Haiti non smette di tremare

Sono passati 6 anni dal terremoto che nel 2010 colpì Haiti, ma oggi la situazione non è cambiata. Gli ospedali, le scuole e le vie di comunicazione sono in larghissima parte inagibili ed è ancora difficile portare soccorso alle zone remote più colpite. Non solo le infrastrutture mostrano i segni del sisma, le crepe più vistose restano anche sulle istituzioni, sul governo del paese e sul suo sistema democratico.
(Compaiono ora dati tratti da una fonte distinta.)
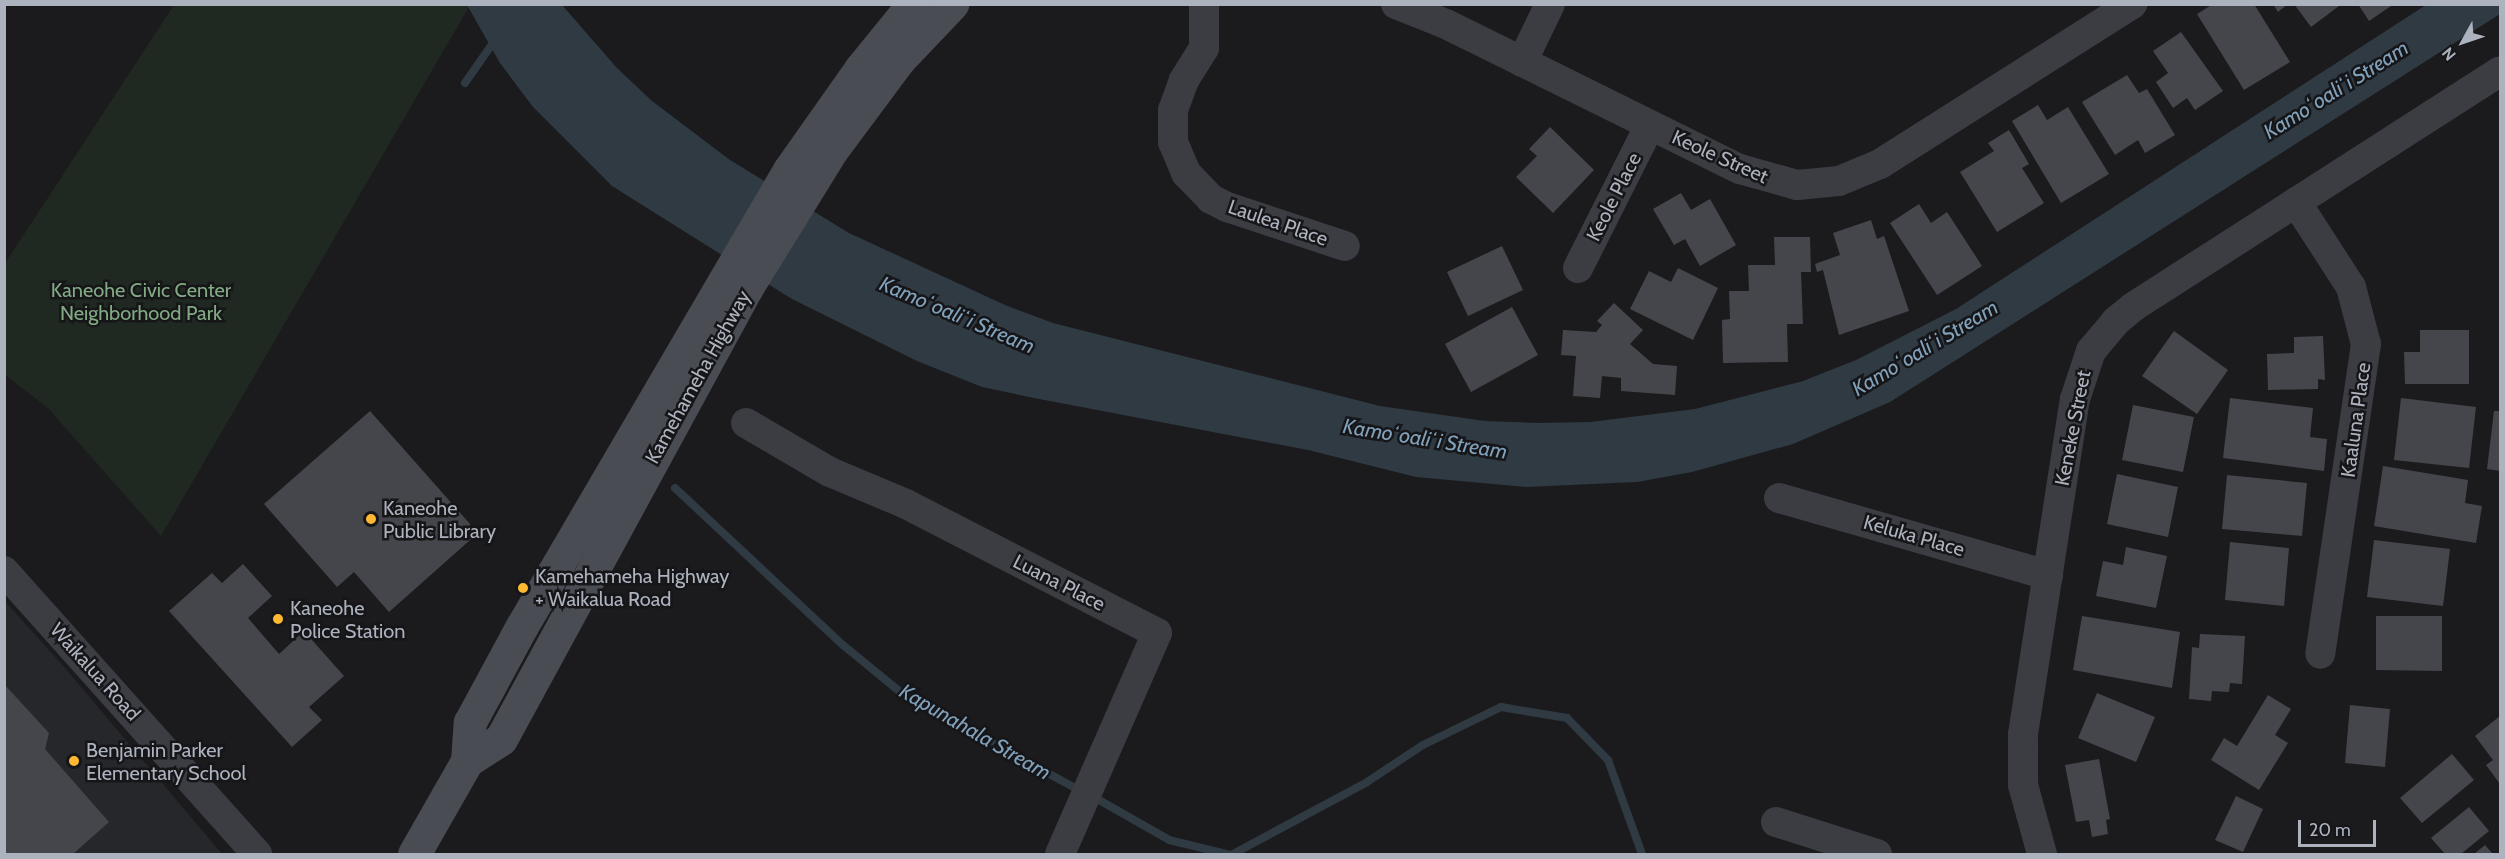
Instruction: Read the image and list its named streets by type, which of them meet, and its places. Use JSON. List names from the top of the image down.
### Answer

La difficile gestione di un paese distrutto, all’alba del terremoto, si è innestata su un sistema politico poco efficiente, per il quale sarebbe stato difficile fronteggiare difficoltà  anche minori. Un governo inefficiente, l’interferenza di attori internazionali e la storia stessa del paese alimentano oggi la difficile situazione in cui vive Haiti, detenendo il triste record di paese più povero delle Americhe.

Haiti porta sulle sue spalle l’enorme costo dell’indipendenza, raggiunta nel 1804 dalla Francia. Il riconoscimento francese dell’indipendenza haitiana avvenne nel 1825, quando Carlo X inviò 9 navi da guerra e  “convinse” il presidente Boyer ad accettare i 150 milioni di franchi di indennità per l’indipendenza. Haiti riuscì a liberarsi di questo enorme peso solo nel 1947. Nel 2003 una commissione del governo haitiano richiese la restituzione della somma, calcolata intorno ai 21 miliardi di dollari, la quale fu prontamente bocciata dal governo francese nel 2004. Il presidente Sarkozy in visita ad Haiti nel 2010 venne accolto da enormi manifestazioni che richiedevano la restituzione del debito, il risarcimento dell’occupazione coloniale e soprattutto il rientro in patria dell’ex presidente Jean-Bertrand Aristide.

Le tensioni tra Haiti e la Francia trovano ragione nella dinamica storica del paese. Numerose altre pressioni sono dovute alla richiesta che Aristide torni in patria. Questa faccenda ci fa tornare al 2004, anno in cui il presidente fu obbligato a lasciare il Paese.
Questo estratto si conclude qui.